Defisit perdagangan Indonesia-Tiongkok "kronis"
27 Januari 2015 18:42 WIB
Menko Perekonomian Sofyan Djalil (ANTARA FOTO/Widodo S. Jusuf)
Beijing (ANTARA News) - Menteri Koordinator Bidang Ekonomi Sofyan Djalil menilai, defisit perdagangan antara Indonesia dan Tiongkok, sudah pada tahap kronis dan harus segera dibenahi.
"Ini bisa dikatakan memang persoalan kronis. Defisit yang dialami Indonesia dalam perdagangan dengan Tiongkok semakin tinggi dari waktu ke waktu," katanya, dalam obrolan dengan Antara di Beijing, Selasa.
Sofyan mengatakan tingginya nilai defisit yang dialami Indonesia dalam perdagangan dengan Tiongkok dikarenakan kinerja industri di Indonesia semakin menurun. Akibatnya, Indonesia ketergantungan kepada ekspor komoditas yang harganya kadang tidak menentu.
"Kondisi itu semakin parah, atau defisit makin lebar dengan kebijakan pemerintah untuk menghentikan ekspor komoditas yang selama ini menjadi andalan ekspor Indonesia. Akhirnya, defisit kita kini mencapai 14 miliar dolar AS," ujarnya.
Namun, lanjut Menko Sofyan, kondisi tersebut hanya bersifat sementara. "Kini sejumlah investor, termasuk dari Tiongkok telah berkomitmen untuk membangun smelter di Indonesia, dengan begitu dalam jangka menengah kita sudah dapat mengekspor produk setengah jadi atau jadi yang bernilai tambah lebih bagus," tuturnya.
"Dengan demikian, dari bauksit, kita ekspor kita bisa ekspor alumina atau alumunium, kita dapat mengekspor veronikel, stainless steel dan seterusnya, yang memiliki nilai tambah lebih dan tentu harganya lebih tinggi. Jadi, meski dalam jangka pendek defisit masih akan menghantui perdagangan kita dengan Tiongkok, tetapi pada jangka menengah akan mulai pengurangan defisit," kata Sofyan mencontohkan.
Selain memperkuat kinerja industri nasional, manufaktur, dan perbaikan layanan perijinan investasi, serta terjaminnya iklim investasi yang kondusif, maka perdagangan kedua negara akan semakin menuju keseimbangan.
"Kita juga akan lebih profesional dalam mengelola produk perkebunan, pertanian seperti buah-buahan. Untuk produk buah-buahan kita masih kalah dengan Malaysia dan Thailand dalam memasuki pasar Tiongkok, padahal buah-buahan kita tidak kalah kualitasnya," kata Sofyan.

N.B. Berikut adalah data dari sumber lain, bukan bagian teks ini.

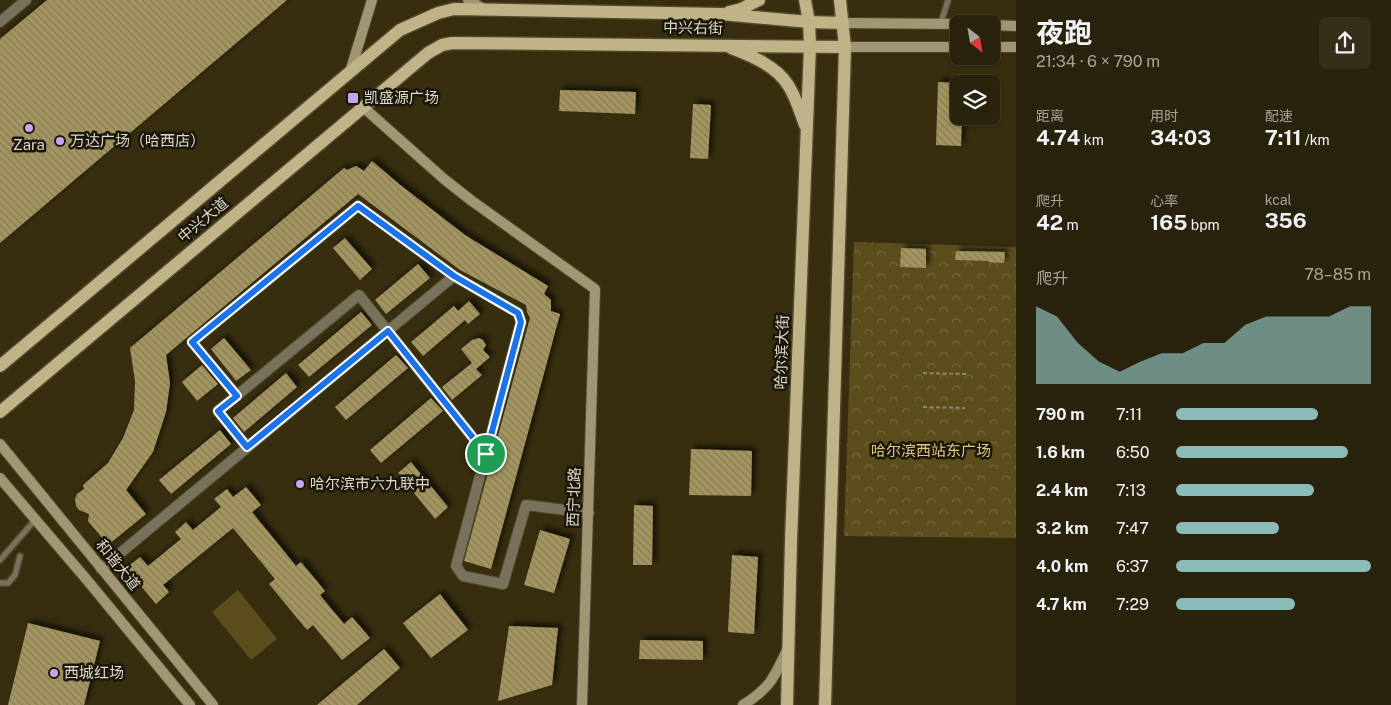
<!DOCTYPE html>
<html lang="zh">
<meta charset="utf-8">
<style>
:root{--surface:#29220c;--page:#352f1a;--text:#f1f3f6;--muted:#a5a49d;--line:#453f2d;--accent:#8bbbb9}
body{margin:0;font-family:"Public Sans","Noto Sans SC",sans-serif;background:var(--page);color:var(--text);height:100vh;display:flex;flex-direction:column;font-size:19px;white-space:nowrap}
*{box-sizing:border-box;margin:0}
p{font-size:16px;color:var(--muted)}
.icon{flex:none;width:28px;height:28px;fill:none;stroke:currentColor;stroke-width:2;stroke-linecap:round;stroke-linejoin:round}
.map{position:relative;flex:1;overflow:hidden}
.drawer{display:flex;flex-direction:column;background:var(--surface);width:375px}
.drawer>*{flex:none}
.needle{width:32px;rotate:149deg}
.fabs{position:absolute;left:950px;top:15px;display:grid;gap:10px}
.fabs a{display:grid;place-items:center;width:50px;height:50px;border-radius:8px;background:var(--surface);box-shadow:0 1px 4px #0004,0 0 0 1px var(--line);font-size:25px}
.pin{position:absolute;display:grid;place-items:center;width:42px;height:42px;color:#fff;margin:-21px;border:2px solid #fff;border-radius:50%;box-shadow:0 1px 5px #0007}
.round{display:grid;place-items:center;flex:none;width:52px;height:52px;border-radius:8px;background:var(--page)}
.summary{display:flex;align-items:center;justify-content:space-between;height:85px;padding:0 20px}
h1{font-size:28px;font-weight:700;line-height:38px}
.figures{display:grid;grid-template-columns:repeat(3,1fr);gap:8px;height:85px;padding:5px 20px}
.figures div{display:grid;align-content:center}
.figures b{font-size:21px;font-weight:700}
.figures small{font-size:14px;font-weight:400}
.figures p{font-size:14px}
.chart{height:140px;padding:10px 20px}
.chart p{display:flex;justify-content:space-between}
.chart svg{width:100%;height:90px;margin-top:5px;fill:var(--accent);opacity:.7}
ul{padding:0 20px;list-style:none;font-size:16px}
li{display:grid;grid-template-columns:80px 60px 1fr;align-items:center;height:38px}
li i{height:12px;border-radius:6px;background:var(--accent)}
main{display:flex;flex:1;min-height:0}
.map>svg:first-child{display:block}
.forest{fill:url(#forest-crowns)}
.pitch{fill:#5c4e1c}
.building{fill:url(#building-back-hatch);filter:url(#shadow)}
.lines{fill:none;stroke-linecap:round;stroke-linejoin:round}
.lane-casing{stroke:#52492d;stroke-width:8}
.street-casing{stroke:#52492d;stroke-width:12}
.secondary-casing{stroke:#52492d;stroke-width:12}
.primary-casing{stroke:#52492d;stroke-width:15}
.path{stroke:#8d866f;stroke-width:2;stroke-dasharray:4 2.5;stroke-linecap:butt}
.lane{stroke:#78715c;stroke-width:5}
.street{stroke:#78715c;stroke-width:10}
.secondary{stroke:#a19674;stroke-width:10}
.primary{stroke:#c0b387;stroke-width:12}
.route-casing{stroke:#fff;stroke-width:10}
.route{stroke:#1a73e8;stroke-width:6}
.poi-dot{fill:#c6a6f0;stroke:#1a170a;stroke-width:2}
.labels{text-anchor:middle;stroke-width:5;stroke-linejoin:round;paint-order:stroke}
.street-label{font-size:15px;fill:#ded9c8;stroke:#1a170a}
.poi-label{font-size:15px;fill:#ded9c8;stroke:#1a170a;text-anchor:start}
.park-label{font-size:15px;fill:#e0c87a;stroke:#1a170a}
</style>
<main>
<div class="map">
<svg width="1016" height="705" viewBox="0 0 1016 705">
<defs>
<pattern id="forest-crowns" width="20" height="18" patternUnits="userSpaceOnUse" patternTransform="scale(1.25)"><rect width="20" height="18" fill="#5c4e1c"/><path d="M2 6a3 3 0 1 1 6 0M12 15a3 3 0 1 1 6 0" fill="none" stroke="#73673c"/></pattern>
<pattern id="building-back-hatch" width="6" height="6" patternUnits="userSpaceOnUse" patternTransform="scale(1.25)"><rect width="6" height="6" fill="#a49561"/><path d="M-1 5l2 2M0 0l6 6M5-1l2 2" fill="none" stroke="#877c56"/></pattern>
<filter id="shadow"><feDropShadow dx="4" dy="-4" stdDeviation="2.5" flood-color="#0009"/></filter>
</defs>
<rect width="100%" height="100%" fill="#372e10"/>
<path class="forest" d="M854,242L1016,247V538L844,536Z"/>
<path class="pitch" d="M238,590L277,639L251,660L212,612Z"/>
<path class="building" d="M47,0H287L0,243V39Z
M938,82L959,83V116H962L961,146L936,145Z
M560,90L636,92L635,114L559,111Z
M693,104L711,105L708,159L690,158Z
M372,161L399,184L465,235L548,286L544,294L551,300V311L560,314L491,569L464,561L530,318L527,312L526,305L460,270L358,194L166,355L170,383L166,412L153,452L126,490L146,514L108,545L88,521L89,514L79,510L76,506L75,499L77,494L84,489L83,485L108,463L123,438L134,410L135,381L130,348L344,168L347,170L356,166L364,171Z
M345,238L372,269L360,280L333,248Z
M901,248L926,249V268L900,267Z
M956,251L1005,252L1004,263L988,262V261L955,260Z
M418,264L430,278L386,314L375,300Z
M469,301L480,314L468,324L465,320L423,356L411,342L454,306L458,311Z
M361,312L372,325L309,377L298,365Z
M224,338L251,370L236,381L211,349Z
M479,338L483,340L486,345L483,350L490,357L476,369L482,375L452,400L442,387L472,363L461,349L472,340Z
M396,355L408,368L346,420L335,407Z
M202,365L218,384L197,401L182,382Z
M286,373L297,387L244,432L233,418Z
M431,398L443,411L381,463L370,450Z
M220,430L231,444L171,494L159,480Z
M691,449L752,451L751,496L689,495Z
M411,462L448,507L435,519L398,473Z
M246,487L261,505L252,512L296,566L301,562L325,591L320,595L344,624L352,617L370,638L342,660L313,625L307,630L269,584L275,579L233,528L163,585L169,592L156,604L126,568L140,557L148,566L181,539L175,532L186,522L193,530L221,507L214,499L227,489L233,497Z
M634,505L653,506L652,565H633Z
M540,530L570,539L554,593L524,585Z
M732,555L758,557L754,634L728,632Z
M440,594L468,630L431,658L403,623Z
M28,623L100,641L84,705H8Z
M509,626L558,628L552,685L498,701Z
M640,640L703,641V660L639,659Z
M384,649L400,668L357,705H317Z"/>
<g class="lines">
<g class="lane-casing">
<path id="lane" d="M941,23L948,0
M0,560L35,520
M0,583H8L15,575L20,556"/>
</g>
<g class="street-casing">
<path id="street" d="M0,22L26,0
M237,396L192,342L358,206L454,276
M247,447L218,411L359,295L486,454
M101,569L454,276L518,313L521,322L456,566L463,576L503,584L526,505L589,513"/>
</g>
<g class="secondary-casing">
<path id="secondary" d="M468,0L484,9
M843,23L959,24
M991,25L1016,26
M845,47H959
M991,47H1016
M350,72L372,0
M363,107L444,179L472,201L595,289L582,705
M0,444L213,705
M0,478L87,580L190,705
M743,705C770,688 774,678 787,650"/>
</g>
<g class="primary-casing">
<path id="primary" d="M729,12L741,9L759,0
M731,48C752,56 776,66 788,85C796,97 800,112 805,125
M0,366L400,30L438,13L454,9L721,14L809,22L843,23
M0,412L428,53L442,45L452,43L845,47
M787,705L791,541L810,46L809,22L805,0
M825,705L845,47L840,0"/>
</g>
<path class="path" d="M923,373L967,374
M923,407L965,408"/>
<use href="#lane" class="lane"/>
<use href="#street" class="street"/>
<use href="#secondary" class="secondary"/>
<use href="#primary" class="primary"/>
</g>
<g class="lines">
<g class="route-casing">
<path id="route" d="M358,206L454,276L518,313L521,322L486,454L388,331L247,447L218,411L237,396L192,342Z"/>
</g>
<use href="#route" class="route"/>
</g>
<g class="poi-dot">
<rect x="347" y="92" width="12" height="12" rx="2.5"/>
<circle cx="29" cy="128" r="5"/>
<circle cx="60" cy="141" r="5"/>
<circle cx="300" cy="484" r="5"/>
<circle cx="54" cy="673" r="5"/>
</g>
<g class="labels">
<g class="street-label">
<text transform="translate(693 28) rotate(1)" y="5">中兴右街</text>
<text transform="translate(203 220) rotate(-40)" y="5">中兴大道</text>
<text transform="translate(782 352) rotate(-88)" y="5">哈尔滨大街</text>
<text transform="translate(574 497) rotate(-88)" y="5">西宁北路</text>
<text transform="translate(118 565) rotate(51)" y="5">和谐大道</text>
</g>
<g class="poi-label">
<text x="364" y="103">凯盛源广场</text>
<text x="70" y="146">万达广场（哈西店）</text>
<text x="29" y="150" text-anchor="middle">Zara</text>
<text x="310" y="489">哈尔滨市六九联中</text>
<text x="64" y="678">西城红场</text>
</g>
<g class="park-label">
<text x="931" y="456">哈尔滨西站东广场</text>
</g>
</g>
</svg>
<div class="fabs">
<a><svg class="needle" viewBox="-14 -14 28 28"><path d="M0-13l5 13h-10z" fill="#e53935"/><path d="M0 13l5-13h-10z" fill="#a5a49d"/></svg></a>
<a><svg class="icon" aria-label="layers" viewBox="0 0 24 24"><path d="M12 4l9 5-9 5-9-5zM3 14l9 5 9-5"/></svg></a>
</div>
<div class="pin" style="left:486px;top:454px;background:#1e9e55"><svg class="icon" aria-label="arrive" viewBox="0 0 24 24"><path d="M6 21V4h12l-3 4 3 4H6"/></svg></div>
</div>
<section class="drawer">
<div class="summary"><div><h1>夜跑</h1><p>21:34 · 6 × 790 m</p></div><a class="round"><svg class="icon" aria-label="share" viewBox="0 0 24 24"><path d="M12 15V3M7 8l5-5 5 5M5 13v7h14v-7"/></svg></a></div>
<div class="figures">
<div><p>距离</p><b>4.74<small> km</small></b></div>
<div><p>用时</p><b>34:03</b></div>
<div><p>配速</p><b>7:11<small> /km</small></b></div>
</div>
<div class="figures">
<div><p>爬升</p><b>42<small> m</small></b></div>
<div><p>心率</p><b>165<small> bpm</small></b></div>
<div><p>kcal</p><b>356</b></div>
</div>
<div class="chart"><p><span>爬升</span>78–85 m</p>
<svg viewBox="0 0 160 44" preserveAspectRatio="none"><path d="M0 44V6L10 11L20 24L30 33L40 38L50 33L60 29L70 29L80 24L90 24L100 15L110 11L120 11L130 11L140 11L150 6L160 6V44z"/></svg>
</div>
<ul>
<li><b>790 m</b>7:11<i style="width:73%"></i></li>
<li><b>1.6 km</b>6:50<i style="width:88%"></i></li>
<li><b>2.4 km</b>7:13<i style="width:71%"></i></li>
<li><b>3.2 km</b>7:47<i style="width:53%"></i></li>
<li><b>4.0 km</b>6:37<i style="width:100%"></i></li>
<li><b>4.7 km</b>7:29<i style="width:61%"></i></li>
</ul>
</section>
</main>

Pembenahan diberbagai lini untuk menghasilkan produk ekspor, penting dilakukan sehingga mudah diterima pasar, termasuk pasar Tiongkok. "Kami juga berharap Tiongkok makin membuka pasarnya bagi produk-produk unggulan dan berkualitas dari Indonesia, seperti buah-buahan," katanya.

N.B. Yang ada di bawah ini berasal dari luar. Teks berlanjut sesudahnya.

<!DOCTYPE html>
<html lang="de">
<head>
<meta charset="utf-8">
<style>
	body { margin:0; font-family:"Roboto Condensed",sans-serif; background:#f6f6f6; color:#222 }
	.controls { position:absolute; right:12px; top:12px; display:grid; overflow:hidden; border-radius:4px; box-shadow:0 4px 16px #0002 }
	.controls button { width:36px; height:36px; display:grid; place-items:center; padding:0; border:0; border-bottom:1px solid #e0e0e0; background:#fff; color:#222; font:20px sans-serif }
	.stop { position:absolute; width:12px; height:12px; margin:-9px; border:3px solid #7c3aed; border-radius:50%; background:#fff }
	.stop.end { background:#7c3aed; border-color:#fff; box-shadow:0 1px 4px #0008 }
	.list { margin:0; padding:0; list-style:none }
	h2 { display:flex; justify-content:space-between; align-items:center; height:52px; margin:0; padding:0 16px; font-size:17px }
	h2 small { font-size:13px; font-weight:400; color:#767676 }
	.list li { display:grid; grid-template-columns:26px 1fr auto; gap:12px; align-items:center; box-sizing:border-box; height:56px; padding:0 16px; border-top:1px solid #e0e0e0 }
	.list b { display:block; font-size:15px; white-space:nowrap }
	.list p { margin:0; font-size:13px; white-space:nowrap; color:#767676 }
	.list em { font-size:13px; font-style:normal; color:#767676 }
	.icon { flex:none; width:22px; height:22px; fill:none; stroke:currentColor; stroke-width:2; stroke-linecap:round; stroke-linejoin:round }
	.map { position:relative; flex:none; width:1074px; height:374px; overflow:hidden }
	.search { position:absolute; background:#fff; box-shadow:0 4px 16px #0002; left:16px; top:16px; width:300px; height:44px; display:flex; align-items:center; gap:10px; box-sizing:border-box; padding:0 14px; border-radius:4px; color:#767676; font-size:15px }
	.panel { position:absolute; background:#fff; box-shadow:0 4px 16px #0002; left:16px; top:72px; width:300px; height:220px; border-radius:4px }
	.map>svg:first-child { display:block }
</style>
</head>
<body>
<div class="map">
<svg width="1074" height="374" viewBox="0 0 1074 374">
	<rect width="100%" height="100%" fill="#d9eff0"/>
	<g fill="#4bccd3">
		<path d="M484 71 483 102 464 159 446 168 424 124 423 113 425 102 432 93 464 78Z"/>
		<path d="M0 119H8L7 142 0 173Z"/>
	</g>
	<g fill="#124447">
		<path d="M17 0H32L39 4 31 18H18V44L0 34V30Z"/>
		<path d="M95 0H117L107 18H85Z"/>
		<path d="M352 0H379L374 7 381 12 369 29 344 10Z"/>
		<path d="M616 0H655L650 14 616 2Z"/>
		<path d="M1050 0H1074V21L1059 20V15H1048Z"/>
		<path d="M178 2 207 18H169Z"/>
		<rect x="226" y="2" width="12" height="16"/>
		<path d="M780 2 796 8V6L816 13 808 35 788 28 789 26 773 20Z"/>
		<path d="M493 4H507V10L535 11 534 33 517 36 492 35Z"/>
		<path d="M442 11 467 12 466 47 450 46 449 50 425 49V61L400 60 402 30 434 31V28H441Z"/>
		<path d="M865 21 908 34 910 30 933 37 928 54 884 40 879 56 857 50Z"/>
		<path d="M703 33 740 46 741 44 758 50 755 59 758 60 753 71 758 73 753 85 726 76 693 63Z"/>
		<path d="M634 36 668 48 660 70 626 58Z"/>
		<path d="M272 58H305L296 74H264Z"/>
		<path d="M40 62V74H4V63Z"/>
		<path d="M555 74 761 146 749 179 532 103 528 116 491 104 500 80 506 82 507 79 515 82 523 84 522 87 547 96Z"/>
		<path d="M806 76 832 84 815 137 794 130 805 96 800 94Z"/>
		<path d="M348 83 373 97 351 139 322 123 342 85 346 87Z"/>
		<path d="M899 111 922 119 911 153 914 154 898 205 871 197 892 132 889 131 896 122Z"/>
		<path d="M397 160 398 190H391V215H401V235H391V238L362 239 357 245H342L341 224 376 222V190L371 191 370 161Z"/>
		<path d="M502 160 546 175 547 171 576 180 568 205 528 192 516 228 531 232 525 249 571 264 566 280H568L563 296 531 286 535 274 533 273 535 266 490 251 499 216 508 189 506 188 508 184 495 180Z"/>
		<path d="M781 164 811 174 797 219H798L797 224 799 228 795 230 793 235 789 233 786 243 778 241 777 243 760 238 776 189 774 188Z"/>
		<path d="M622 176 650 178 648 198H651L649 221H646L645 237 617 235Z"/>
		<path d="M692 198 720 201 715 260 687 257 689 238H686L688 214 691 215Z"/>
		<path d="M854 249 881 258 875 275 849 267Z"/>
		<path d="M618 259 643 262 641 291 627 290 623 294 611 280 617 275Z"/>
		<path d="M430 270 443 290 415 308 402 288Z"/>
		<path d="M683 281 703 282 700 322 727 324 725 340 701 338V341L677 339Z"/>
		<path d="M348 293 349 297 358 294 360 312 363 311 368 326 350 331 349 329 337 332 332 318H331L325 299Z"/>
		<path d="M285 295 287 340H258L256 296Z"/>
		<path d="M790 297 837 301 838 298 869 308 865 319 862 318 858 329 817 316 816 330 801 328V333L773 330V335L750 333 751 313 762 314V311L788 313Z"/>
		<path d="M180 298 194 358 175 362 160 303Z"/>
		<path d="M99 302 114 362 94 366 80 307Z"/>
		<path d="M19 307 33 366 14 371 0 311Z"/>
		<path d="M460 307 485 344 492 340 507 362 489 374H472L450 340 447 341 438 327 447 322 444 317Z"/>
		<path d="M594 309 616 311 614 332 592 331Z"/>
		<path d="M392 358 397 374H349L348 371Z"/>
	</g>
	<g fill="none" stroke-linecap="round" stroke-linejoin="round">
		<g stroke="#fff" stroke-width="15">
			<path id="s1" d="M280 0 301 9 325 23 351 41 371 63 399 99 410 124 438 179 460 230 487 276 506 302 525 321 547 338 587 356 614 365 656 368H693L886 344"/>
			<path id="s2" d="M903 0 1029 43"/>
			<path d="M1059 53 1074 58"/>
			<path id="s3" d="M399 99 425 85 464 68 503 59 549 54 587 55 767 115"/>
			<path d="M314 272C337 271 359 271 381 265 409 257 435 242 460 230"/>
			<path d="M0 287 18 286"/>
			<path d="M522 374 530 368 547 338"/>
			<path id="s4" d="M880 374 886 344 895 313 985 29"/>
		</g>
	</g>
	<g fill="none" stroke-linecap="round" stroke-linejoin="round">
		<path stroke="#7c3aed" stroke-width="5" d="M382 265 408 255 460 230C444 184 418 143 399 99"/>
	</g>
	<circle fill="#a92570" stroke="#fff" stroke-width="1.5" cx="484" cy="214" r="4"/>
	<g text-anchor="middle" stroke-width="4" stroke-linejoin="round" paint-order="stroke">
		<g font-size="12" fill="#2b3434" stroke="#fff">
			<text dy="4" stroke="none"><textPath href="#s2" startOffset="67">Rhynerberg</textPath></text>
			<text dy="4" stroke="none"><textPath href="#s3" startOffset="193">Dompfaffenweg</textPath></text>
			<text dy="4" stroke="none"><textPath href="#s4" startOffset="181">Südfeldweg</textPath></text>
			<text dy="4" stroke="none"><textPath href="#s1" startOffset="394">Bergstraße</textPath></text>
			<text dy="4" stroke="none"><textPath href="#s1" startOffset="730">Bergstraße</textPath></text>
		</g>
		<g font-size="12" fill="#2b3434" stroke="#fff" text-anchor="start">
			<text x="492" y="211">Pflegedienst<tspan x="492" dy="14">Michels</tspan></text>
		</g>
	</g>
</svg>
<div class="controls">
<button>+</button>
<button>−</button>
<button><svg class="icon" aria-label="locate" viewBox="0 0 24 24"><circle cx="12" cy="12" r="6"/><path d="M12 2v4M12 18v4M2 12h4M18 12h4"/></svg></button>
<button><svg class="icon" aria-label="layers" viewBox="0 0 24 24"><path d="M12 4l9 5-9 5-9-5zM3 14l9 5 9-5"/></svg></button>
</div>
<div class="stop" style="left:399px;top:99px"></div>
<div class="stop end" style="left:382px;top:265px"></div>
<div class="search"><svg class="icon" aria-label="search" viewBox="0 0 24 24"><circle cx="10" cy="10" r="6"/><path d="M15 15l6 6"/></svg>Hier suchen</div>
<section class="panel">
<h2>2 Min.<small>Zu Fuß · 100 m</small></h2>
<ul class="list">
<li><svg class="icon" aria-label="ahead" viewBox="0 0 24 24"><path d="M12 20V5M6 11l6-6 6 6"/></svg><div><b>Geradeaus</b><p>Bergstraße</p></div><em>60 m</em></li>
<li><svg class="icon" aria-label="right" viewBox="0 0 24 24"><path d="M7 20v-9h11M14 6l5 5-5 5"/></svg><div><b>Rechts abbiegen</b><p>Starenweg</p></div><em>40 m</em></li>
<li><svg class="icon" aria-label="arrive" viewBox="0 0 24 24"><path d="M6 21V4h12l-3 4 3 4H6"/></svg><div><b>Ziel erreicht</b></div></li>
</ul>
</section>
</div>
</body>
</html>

Indonesia berharap kerja sama perdagangan yang semakin kuat dengan Tiongkok, berkelanjutan, saling menguntungkan dan seimbang, terutama untuk mencapai target perdagangan sebesar 80 miliar dolar AS pada 2015, ujar Menko Sofyan.
Catatan Kementerian Koordinator Perekonomian menyebutkan hubungan perdagangan kedua negara selama lima tahun terakhir (2009-2013) menunjukkan tren positif sekitar 19,58 persen, meski total nilai neraca perdagangan kedua negara, masih lebih menguntungkan pihak Tiongkok, khususnya setelah diberlakukannya "ASEAN-China Free Trade Area".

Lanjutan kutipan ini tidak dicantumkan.